Ocres creciendo

Desde el fondo, impregnaba su escena “Nostalgias” por Hugo del carril, entre el alcohol y el humo, sus noche no terminaban, la inercia que lo balanceaba, danzó en círculos, y trino las palabras de mieles, con una intimidad empalagosa, sensualmente, conquistando el anagrama de su visión perdida, en complicidad con ese sonido que desgarraba con su canto.

Obnubilado por el sol de lleno en el rostro, es desplomó sobre el suelo, giraban los objetos, buscando el vacío del silencio.

Iluminaba sus noches ese sol entre claros oscuros, brotando de su alma, languidecer, burlando al mundo, desprendido, inmerso en cruces angostas, con brumas verdes que enredaban sus bromas de locuras.

Miro los discos de vinilo, adorando como a esos templos, y lejos el supremo mayor, el tocadiscos, tirado sin dominarse con algarabía placida, eternamente días sin fin.

No, hoy no saldría a la realidad, ya nada existiría, sin universos, plena oscuridad en tanta sombra.
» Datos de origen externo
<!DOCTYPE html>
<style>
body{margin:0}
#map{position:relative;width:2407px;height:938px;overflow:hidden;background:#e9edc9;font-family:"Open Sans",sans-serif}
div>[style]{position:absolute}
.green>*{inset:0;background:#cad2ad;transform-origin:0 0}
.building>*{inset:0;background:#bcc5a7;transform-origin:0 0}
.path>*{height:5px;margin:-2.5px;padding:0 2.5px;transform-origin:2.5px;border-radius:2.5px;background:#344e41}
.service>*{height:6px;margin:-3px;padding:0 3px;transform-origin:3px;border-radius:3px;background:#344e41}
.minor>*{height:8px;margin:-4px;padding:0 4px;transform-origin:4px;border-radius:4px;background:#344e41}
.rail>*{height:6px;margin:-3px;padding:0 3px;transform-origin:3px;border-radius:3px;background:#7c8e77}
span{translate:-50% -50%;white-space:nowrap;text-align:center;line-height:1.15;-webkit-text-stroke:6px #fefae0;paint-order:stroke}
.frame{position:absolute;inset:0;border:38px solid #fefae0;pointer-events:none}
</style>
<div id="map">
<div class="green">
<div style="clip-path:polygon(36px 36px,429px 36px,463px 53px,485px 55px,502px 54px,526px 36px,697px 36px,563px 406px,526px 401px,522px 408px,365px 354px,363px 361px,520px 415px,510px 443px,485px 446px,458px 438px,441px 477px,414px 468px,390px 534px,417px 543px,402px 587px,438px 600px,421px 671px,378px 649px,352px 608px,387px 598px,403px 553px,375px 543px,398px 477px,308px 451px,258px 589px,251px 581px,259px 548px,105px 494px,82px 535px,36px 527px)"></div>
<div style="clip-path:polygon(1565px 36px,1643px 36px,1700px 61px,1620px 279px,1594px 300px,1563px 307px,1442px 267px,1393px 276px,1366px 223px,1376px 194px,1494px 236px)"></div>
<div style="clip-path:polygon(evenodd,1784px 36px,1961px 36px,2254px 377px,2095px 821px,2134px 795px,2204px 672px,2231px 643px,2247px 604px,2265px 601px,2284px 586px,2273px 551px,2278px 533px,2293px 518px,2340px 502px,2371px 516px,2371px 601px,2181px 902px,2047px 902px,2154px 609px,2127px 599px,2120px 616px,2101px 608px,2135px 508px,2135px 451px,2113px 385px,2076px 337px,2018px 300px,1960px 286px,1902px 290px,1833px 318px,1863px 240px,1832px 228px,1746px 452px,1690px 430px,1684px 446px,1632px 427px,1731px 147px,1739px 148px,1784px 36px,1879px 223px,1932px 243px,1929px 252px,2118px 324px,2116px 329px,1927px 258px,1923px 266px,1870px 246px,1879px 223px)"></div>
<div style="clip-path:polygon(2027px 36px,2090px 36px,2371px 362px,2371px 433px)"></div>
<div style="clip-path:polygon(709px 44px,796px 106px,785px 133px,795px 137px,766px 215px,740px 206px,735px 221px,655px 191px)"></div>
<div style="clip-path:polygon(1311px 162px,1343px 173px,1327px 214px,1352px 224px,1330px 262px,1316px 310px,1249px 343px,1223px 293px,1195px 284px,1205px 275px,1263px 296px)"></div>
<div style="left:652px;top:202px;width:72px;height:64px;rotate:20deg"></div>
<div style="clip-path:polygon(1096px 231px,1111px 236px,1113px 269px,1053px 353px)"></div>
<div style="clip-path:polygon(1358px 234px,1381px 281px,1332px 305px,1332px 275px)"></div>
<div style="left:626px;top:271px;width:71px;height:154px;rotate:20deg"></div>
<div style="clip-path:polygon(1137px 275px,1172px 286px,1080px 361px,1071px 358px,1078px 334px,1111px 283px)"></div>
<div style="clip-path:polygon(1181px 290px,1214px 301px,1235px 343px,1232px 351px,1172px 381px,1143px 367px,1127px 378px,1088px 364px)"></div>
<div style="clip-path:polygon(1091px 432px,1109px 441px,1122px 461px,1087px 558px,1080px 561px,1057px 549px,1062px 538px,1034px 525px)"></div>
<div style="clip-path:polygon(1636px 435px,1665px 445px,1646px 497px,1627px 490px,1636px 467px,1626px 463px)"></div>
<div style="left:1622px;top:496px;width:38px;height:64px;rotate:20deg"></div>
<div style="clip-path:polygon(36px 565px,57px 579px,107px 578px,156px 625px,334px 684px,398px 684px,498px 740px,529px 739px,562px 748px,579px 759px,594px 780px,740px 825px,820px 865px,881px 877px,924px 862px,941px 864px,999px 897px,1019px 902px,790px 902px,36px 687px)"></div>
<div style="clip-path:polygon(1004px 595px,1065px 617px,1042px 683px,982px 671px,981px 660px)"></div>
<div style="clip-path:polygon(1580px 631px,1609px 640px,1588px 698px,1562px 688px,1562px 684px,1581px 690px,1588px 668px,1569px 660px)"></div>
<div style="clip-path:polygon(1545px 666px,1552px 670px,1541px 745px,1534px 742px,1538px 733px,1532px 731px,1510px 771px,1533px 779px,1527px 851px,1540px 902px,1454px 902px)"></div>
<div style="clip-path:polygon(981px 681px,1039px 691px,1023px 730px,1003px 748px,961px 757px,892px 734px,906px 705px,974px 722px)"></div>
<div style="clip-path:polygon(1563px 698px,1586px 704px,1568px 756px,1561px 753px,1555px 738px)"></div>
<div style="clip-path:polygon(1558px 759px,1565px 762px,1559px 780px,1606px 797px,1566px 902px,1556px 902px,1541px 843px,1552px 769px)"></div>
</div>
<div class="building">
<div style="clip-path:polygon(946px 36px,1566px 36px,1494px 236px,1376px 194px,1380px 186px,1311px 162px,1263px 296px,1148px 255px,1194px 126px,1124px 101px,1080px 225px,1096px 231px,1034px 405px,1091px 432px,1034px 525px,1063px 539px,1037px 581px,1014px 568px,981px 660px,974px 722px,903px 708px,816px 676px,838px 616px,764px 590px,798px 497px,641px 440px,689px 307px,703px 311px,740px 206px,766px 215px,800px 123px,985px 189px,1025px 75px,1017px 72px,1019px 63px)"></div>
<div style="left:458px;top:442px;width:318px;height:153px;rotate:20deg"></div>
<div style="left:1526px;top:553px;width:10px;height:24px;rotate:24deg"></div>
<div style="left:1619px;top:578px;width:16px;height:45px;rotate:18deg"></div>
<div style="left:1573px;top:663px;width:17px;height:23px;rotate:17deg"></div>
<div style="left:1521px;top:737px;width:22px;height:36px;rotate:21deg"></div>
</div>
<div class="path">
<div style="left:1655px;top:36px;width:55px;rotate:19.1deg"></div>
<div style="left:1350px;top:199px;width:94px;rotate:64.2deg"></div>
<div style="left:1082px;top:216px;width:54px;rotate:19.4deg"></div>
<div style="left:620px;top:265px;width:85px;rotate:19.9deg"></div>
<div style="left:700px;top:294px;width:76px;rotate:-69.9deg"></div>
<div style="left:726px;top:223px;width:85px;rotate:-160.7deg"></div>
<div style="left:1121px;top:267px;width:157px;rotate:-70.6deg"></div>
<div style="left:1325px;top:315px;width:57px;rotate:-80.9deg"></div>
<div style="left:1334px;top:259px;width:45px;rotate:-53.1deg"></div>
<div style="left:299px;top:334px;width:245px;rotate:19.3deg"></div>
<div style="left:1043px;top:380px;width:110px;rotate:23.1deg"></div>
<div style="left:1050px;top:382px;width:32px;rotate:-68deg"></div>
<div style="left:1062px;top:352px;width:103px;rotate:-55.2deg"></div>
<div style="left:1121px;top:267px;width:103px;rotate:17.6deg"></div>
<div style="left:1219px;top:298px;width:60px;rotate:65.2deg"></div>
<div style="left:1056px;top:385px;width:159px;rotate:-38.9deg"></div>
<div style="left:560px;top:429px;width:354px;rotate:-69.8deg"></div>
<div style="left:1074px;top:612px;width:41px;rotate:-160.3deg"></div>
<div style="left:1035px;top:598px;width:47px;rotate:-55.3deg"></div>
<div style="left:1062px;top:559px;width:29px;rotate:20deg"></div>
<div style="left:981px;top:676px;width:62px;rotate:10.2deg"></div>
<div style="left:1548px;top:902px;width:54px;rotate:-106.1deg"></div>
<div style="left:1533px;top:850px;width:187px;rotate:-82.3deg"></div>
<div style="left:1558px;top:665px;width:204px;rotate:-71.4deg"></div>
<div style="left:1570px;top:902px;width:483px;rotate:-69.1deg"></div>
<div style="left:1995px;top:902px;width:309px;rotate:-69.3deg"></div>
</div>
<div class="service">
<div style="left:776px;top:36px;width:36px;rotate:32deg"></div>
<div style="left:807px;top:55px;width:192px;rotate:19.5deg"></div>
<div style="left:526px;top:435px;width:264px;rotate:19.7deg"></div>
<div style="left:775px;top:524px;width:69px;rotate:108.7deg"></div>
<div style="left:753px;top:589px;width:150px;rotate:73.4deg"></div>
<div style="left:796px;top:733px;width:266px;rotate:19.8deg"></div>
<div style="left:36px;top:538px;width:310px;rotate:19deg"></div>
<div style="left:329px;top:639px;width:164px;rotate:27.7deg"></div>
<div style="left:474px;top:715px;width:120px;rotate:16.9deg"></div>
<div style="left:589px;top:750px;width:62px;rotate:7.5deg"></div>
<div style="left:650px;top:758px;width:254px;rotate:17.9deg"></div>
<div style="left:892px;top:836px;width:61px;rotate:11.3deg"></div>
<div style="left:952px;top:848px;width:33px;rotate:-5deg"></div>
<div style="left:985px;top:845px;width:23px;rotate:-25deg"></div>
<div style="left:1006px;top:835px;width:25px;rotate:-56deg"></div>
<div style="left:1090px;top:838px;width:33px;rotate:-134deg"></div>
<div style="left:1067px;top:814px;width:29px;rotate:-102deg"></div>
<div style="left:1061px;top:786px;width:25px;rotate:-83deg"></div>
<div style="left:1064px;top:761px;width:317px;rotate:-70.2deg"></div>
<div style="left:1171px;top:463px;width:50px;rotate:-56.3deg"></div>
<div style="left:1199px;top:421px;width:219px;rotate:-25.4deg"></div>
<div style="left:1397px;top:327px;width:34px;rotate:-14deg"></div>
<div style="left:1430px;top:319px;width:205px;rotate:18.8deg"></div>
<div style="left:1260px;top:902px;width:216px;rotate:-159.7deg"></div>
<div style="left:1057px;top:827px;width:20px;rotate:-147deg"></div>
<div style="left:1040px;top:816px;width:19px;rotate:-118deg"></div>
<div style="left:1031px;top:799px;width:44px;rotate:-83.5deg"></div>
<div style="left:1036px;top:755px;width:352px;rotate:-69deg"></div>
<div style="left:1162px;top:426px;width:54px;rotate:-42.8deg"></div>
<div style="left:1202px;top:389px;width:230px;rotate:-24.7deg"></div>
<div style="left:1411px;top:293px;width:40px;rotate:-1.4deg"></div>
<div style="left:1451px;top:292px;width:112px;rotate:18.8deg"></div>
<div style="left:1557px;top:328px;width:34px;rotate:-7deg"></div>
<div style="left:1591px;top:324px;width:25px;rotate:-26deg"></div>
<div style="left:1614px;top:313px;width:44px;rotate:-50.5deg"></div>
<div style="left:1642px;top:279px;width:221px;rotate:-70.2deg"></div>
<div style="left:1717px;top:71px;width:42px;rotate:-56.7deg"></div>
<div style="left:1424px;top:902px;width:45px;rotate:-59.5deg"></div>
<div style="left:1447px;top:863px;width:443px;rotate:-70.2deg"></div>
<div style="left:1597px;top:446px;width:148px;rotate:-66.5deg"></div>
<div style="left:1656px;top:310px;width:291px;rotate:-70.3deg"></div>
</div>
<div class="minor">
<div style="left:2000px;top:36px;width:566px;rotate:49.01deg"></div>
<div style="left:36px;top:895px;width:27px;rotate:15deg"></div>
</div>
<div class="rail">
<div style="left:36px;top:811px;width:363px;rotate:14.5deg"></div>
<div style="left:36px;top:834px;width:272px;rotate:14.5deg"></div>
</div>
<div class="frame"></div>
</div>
Desesperado designio de su voz de salir al canto, aliñando los filos que sus músculos que regaban flácidos cayendo al suelo su proeza de canto,

Quejumbrosos cantores antiguos de noble dolor, placeres mundanos que entibian esos días de fríos amargos. Prendía las leñas del hogar para traer el canto, flotaba sin llegar al suelo los pedacitos de papeles que ella recorto, como una explosión de juventud, que paso desprendida de preocupaciones, el moviente intenso de sus cuerpos amandos.
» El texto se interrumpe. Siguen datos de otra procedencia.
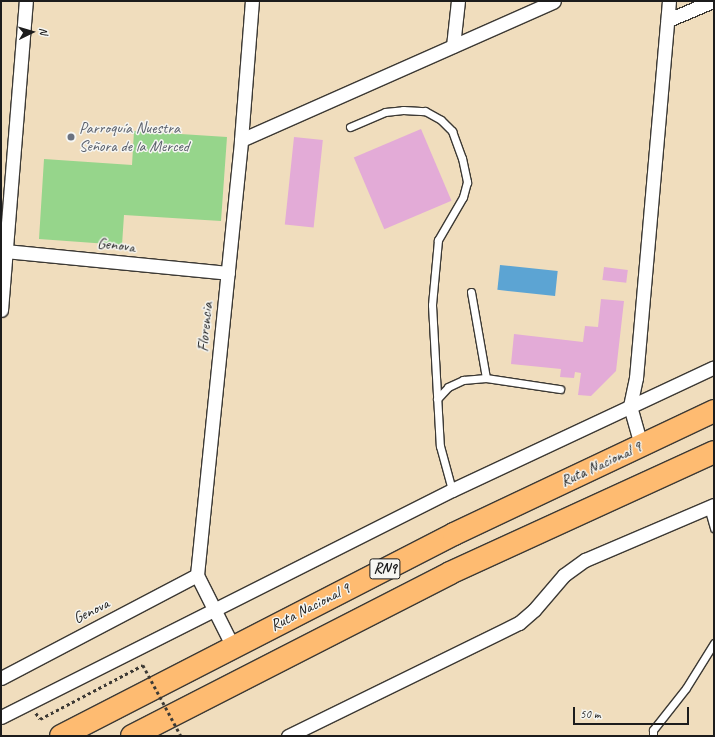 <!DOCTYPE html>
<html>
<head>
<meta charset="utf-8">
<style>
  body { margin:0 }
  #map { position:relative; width:715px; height:737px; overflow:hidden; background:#f0ddbd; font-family:Caveat,sans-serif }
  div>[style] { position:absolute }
  .green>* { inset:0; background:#96d58b }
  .water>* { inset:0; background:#5ca4d3; transform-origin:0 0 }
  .building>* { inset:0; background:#e3abd7; transform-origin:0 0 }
  .path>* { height:2.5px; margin-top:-1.25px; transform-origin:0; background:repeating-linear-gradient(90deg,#3c3934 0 3px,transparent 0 6px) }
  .roads { filter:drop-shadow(1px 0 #3c3934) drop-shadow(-1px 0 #3c3934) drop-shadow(0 1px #3c3934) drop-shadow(0 -1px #3c3934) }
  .service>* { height:7px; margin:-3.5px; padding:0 3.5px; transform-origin:3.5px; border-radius:3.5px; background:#fff }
  .minor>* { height:13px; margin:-6.5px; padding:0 6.5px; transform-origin:6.5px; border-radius:6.5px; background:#fff }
  .motorway>* { height:22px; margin:-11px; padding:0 11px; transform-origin:11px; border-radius:11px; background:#febb71 }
  .path-bridge>* { height:2.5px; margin-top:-1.25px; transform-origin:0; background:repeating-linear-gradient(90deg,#3c3934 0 3px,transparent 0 6px) }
  .dots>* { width:11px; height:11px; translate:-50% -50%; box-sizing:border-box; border:2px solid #f6f6f2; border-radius:50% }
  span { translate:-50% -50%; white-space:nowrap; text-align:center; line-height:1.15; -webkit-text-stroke:3px #f6f6f2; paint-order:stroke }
  .shield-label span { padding:1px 3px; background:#f6f6f2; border:1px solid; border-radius:3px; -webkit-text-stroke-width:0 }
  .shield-label { font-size:15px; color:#1c1c1c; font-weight:700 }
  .worship-label { font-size:16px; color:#5b616d }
  .left { translate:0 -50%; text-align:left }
  .street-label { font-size:16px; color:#1c1c1c }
  .frame { position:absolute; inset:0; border:2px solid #1c1c1c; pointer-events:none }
  .north { position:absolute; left:12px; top:12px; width:40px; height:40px; -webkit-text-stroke:3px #f6f6f2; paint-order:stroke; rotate:85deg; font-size:11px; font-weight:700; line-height:16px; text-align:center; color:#1c1c1c }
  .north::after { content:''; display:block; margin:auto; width:14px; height:18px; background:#1c1c1c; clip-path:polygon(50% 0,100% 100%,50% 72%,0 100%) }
  .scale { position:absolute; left:573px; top:707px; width:116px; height:18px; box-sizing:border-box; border:2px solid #1c1c1c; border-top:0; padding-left:5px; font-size:12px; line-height:14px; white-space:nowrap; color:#1c1c1c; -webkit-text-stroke:3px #f6f6f2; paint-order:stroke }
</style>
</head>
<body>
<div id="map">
  <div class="green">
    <i style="clip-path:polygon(134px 131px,227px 137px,221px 221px,124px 215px,122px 245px,39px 239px,44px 159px,132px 165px)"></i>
  </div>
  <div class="water">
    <i style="left:500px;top:265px;width:58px;height:25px;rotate:6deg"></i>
  </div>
  <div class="building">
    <i style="left:421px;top:129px;width:78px;height:73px;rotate:67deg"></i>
    <i style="left:294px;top:137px;width:29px;height:88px;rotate:6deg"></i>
    <i style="left:604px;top:267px;width:24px;height:13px;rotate:7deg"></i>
    <i style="clip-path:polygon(601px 299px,624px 301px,616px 371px,591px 396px,578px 395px,581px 373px,575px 372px,574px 378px,560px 377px,561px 369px,511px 364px,514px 334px,583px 342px,585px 326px,598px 327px)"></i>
  </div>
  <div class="path">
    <i style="left:36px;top:713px;width:7px;rotate:56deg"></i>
    <i style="left:40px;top:719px;width:116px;rotate:-27.7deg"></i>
  </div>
  <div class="roads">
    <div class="service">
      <i style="left:350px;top:127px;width:38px;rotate:-23deg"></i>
      <i style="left:385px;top:112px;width:18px;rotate:-6deg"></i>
      <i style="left:403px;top:110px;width:22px;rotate:3deg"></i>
      <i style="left:425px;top:111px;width:18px;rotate:29deg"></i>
      <i style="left:441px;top:120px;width:16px;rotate:45deg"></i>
      <i style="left:452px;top:131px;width:29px;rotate:70deg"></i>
      <i style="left:462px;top:158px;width:25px;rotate:78deg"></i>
      <i style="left:467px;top:182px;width:16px;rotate:105deg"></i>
      <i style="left:463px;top:197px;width:50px;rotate:120.2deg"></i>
      <i style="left:438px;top:240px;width:65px;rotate:95.3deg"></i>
      <i style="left:432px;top:305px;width:141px;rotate:86.8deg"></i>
      <i style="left:440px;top:446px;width:46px;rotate:74.7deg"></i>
      <i style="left:471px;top:292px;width:87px;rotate:80.1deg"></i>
      <i style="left:437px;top:399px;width:16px;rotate:-47deg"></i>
      <i style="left:448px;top:387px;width:17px;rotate:-25deg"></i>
      <i style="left:463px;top:380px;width:23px;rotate:-5deg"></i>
      <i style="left:486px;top:378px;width:75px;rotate:8.5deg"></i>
      <i style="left:708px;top:507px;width:22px;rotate:74deg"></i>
      <i style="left:653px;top:736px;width:6px;rotate:-90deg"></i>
      <i style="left:653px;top:730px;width:53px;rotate:-51.8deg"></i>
      <i style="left:686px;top:688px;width:53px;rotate:-58.1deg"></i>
    </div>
    <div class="minor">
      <i style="left:668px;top:20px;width:49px;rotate:-22.9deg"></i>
      <i style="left:453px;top:46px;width:45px;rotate:-83.7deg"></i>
      <i style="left:241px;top:140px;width:342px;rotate:-23.9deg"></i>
      <i style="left:1px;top:252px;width:4px;rotate:-14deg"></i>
      <i style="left:5px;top:251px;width:224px;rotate:5.6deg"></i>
      <i style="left:1px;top:310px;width:310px;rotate:-85.4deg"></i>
      <i style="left:641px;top:445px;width:41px;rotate:-105.8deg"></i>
      <i style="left:630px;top:406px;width:29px;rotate:-78deg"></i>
      <i style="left:636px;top:378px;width:378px;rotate:-85deg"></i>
      <i style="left:233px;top:647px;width:80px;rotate:-116.6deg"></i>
      <i style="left:197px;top:575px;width:437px;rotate:-84.2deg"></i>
      <i style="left:241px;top:140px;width:139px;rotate:-85.5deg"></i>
      <i style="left:1px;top:678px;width:221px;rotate:-27.7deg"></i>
      <i style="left:1px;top:717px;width:505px;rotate:-26.72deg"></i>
      <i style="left:452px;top:490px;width:289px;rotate:-25.1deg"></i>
      <i style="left:288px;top:736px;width:257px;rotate:-26.1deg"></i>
      <i style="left:519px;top:623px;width:20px;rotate:-41deg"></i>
      <i style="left:534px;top:610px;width:46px;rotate:-49.4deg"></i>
      <i style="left:564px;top:575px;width:26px;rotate:-36deg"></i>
      <i style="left:585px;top:560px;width:140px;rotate:-23.1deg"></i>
    </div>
    <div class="motorway">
      <i style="left:61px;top:736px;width:442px;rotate:-27.2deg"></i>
      <i style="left:454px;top:534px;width:288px;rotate:-25.3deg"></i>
      <i style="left:132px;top:736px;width:357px;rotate:-27.1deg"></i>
      <i style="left:450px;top:573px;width:290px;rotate:-24.6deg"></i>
    </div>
  </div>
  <div class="path-bridge">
    <i style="left:143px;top:665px;width:81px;rotate:61.8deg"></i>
  </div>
  <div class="dots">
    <i style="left:71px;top:137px;background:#6b7280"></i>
  </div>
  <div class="shield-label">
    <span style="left:385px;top:569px">RN9</span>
  </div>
  <div class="worship-label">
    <span class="left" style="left:79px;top:137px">Parroquía Nuestra<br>Señora de la Merced</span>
  </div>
  <div class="street-label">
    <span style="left:116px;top:245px;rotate:6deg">Genova</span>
    <span style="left:205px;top:327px;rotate:-84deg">Florencia</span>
    <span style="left:601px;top:464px;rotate:-25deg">Ruta Nacional 9</span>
    <span style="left:310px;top:607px;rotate:-27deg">Ruta Nacional 9</span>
    <span style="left:91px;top:611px;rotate:-27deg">Genova</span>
  </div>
  <div class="frame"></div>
  <div class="north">N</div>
  <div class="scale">50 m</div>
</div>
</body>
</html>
El agua inundaba cada vez más las tramas de las hojas, destrozando el ruido monótono del goteo del desagüe, que daba al patio

Escabullía la tiniebla soñando de a ratos, que ella llegaba y lo abrazaba, como a un niño, le dejaba comida y en su ceguera tormentosa se apagaba.

Sombras ruidosas y silenciosas llegan sin ilusión de luces, como el escondrijo de liebres rotas de peluches, que quedo en el fondo, sus hojas sin vientos, desprendidas del libro, nada del autor, nada de magia.

El pasto acolchando su lecho de cimientos gastados, bohemia, postrado de optimismo, arrastrado consuelo de imaginarla, leyendo las recetas de lo que hoy inventaría, presencias inquietas les ofrecían sus manos, para que las tomara y pudiera erguirse al recreo de la sobremesa cotidiana, como sostén del tembloroso esqueleto, partido, desdoblado.

Los jardines con la brisa y olor a las flores naciendo, anunciando el traspase de las estaciones, debía abrir las ventanas, las sombras escapaban a su pedido, invadían de prisa las almas contra las rendijas, y estampillando promesas de mañanas.

Detrás de sus paredes de enredaderas clamando espacios sin techos, sobreviviendo al encierro de moho y estorbo.

Busco el alcohol que lo adormecería junto a su amada, humedeciendo sus ojos con alegrías para no borrarla, la demencia fingida, las pantomimas bohemias lo mimaban, coloreando escena de viejos ocasos.

Creyó que ella llegaba con su sol y sus estrellitas, pero la oscuridad nublaba su imagen, de blancos bólidos esparcidos en sus notas de llantos, contrastando el día del orden preciado, lleno de hartazgo, puso fin a la historia con ella llegando.

El viento soplo con fuerza, abriendo la ventana y sus hojas escritas volaron.